--- Dataset records ---
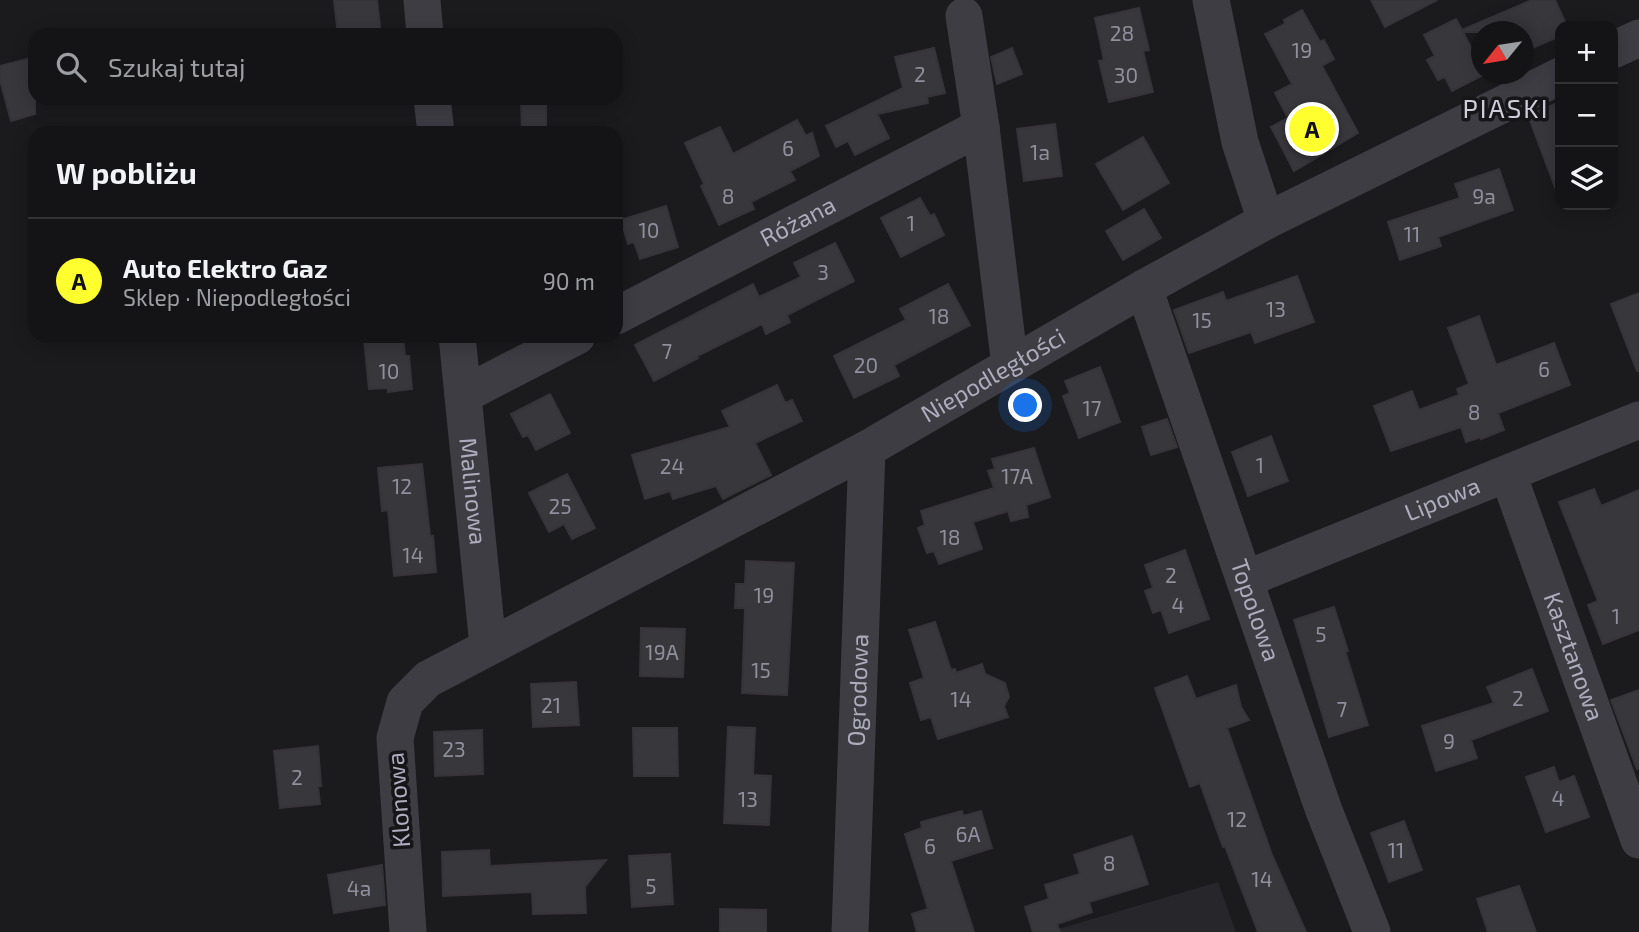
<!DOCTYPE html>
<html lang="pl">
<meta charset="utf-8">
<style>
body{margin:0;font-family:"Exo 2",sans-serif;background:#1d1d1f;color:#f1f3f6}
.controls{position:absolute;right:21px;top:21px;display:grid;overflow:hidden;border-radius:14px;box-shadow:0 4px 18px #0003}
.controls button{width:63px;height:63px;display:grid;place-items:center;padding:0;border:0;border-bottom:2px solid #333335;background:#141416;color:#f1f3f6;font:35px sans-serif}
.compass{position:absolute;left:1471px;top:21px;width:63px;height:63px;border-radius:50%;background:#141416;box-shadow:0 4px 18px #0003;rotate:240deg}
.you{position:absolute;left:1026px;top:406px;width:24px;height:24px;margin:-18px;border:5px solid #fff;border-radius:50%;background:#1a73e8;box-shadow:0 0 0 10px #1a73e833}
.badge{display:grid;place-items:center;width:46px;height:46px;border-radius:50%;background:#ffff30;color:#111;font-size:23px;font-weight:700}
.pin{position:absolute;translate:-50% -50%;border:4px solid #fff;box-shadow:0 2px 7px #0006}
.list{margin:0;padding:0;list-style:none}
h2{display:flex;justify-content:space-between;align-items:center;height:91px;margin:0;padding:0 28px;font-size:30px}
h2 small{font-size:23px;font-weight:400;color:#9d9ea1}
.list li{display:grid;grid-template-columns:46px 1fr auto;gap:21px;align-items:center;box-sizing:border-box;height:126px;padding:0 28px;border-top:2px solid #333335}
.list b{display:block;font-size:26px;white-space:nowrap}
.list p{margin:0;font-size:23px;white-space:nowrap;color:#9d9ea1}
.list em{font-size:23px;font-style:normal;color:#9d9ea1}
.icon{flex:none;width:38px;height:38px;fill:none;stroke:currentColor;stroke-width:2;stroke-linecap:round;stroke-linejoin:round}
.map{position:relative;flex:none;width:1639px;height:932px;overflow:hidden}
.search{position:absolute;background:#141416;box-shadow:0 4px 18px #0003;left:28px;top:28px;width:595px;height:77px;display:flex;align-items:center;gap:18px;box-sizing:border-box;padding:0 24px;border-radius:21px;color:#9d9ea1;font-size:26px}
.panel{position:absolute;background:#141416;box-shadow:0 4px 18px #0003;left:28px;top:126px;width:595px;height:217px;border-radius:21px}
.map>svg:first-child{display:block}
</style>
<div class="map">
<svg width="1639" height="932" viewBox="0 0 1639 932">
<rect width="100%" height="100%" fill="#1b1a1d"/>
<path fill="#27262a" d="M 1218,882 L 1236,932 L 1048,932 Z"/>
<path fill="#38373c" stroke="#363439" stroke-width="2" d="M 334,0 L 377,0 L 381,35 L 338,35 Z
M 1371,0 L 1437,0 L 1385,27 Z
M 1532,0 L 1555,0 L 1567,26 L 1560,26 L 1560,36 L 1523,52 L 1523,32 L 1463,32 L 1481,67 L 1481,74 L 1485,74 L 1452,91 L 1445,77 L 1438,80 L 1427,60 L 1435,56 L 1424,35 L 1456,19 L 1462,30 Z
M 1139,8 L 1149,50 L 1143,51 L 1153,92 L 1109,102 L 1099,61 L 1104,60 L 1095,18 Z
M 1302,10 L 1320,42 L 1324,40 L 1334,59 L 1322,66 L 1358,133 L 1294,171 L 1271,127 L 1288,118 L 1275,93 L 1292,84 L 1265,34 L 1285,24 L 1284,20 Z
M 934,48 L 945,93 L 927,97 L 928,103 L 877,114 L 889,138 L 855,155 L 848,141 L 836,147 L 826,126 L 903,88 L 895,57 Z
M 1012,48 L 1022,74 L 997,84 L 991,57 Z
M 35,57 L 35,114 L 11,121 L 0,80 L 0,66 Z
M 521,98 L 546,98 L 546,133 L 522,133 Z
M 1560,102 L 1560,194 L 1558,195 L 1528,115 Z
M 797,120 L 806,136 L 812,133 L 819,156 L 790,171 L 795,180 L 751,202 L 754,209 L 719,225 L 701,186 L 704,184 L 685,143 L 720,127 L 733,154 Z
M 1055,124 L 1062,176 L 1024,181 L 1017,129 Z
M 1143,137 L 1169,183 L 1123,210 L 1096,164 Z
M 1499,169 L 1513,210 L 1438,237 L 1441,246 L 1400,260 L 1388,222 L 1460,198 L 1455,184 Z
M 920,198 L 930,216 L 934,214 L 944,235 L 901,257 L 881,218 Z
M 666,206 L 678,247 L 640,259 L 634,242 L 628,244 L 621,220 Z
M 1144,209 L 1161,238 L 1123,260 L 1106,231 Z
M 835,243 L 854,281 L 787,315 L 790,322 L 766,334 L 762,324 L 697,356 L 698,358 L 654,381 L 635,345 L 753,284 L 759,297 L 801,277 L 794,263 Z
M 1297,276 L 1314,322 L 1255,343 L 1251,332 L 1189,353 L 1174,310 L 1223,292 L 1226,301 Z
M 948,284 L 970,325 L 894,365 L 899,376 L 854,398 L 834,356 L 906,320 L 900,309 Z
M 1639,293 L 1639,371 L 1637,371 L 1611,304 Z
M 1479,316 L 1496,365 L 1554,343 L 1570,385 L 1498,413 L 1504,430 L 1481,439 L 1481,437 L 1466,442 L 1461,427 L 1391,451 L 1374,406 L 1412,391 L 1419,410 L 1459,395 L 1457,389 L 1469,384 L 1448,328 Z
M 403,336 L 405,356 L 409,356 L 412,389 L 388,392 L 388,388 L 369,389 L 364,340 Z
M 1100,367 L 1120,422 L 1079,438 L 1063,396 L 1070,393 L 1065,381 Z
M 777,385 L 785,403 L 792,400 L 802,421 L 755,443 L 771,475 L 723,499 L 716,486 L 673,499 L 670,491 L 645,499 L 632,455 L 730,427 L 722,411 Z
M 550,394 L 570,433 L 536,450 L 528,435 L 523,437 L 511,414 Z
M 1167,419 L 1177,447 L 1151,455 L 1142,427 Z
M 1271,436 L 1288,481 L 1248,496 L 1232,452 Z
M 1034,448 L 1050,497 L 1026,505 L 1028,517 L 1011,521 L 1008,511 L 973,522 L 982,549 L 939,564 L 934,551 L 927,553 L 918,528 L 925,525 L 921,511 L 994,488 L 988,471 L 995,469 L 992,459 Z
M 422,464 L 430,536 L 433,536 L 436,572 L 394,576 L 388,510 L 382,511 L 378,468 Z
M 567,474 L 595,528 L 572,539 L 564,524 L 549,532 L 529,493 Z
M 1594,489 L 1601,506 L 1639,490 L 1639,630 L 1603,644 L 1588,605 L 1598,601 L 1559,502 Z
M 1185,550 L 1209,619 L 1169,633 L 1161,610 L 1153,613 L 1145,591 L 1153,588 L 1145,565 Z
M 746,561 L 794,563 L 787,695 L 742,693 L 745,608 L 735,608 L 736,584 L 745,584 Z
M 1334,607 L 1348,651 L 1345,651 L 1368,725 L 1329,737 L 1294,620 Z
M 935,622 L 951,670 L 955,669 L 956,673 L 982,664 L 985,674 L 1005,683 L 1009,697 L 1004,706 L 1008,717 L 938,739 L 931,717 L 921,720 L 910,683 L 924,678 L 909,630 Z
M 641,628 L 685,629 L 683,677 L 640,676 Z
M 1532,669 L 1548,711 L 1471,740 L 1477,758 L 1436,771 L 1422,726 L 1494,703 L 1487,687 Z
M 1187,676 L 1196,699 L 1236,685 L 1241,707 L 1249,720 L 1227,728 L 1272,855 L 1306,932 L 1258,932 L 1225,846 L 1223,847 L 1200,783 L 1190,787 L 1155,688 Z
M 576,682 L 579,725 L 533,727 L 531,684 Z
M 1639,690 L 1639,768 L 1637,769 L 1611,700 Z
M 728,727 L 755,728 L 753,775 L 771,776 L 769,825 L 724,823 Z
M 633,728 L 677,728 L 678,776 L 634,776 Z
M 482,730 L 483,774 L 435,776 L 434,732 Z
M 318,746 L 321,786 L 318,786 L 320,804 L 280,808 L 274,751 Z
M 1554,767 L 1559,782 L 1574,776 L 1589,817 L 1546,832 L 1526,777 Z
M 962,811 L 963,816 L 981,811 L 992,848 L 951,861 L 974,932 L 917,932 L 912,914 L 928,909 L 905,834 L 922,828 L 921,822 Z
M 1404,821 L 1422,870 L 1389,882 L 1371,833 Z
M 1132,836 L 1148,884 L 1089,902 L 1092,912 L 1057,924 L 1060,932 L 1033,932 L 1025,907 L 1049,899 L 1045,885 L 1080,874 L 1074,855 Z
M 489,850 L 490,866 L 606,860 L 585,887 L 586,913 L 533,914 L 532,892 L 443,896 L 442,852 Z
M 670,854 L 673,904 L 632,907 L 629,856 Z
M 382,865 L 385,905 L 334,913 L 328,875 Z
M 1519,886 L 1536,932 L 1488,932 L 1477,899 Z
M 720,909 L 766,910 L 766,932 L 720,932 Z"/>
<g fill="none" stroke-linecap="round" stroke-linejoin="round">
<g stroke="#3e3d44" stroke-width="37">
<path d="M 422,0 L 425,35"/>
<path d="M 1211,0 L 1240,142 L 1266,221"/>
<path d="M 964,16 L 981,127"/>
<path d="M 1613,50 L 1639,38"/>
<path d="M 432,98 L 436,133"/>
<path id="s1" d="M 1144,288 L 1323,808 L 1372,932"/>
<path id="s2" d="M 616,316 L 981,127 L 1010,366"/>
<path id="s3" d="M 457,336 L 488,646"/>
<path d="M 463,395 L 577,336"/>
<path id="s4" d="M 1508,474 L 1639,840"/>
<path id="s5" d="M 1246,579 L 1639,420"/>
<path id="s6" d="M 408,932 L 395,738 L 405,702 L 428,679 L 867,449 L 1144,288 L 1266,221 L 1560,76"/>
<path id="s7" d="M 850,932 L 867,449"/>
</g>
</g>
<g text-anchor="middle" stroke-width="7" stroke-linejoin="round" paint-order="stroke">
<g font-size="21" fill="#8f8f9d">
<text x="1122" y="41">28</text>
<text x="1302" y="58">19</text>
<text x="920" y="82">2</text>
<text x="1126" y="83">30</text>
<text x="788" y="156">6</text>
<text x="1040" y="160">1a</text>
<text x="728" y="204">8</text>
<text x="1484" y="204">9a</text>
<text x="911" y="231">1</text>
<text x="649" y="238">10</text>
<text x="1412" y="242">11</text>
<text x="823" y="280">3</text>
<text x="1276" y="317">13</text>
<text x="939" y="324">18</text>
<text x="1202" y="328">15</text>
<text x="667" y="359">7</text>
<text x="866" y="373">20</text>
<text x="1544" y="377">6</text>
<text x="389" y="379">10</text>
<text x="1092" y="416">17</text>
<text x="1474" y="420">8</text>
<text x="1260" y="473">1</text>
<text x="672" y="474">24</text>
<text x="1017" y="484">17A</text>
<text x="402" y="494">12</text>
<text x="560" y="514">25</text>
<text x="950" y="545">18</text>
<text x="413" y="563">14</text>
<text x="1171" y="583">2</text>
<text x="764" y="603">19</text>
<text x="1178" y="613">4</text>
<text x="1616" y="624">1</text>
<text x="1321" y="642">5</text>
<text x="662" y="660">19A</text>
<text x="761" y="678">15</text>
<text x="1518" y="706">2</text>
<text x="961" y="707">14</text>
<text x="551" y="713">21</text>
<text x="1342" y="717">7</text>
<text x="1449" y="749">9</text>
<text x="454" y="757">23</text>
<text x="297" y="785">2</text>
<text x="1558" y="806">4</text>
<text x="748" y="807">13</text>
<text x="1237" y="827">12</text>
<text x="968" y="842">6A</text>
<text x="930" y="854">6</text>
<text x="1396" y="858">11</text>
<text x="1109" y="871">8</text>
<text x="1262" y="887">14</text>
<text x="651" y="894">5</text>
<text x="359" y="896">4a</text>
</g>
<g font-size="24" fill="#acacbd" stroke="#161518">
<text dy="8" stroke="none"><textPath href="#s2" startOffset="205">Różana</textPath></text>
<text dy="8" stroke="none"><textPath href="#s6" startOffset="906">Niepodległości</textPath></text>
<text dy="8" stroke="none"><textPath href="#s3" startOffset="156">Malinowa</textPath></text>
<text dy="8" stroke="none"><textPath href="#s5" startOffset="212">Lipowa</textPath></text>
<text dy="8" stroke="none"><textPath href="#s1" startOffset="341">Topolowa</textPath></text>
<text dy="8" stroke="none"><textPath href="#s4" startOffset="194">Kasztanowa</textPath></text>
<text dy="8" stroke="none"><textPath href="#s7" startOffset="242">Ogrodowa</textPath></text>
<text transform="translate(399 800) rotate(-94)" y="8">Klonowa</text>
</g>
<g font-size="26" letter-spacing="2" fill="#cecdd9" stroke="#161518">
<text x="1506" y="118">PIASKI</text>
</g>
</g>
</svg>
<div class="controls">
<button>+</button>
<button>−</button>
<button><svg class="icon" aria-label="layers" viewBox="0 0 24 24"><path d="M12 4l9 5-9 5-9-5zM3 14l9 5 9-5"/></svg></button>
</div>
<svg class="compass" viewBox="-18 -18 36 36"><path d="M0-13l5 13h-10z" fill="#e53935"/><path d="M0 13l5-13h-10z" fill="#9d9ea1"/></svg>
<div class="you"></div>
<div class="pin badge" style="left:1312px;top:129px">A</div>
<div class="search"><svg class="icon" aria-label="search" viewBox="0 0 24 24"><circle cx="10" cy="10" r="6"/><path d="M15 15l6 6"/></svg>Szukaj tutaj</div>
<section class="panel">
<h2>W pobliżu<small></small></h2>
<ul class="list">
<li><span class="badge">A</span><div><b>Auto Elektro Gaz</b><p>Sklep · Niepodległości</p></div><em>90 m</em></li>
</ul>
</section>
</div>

--- Task details ---
Lines from the entries that contain the word "compass" are what the answer must hold.

--- Result for this task ---
.compass{position:absolute;left:1471px;top:21px;width:63px;height:63px;border-radius:50%;background:#141416;box-shadow:0 4px 18px #0003;rotate:240deg}
<svg class="compass" viewBox="-18 -18 36 36"><path d="M0-13l5 13h-10z" fill="#e53935"/><path d="M0 13l5-13h-10z" fill="#9d9ea1"/></svg>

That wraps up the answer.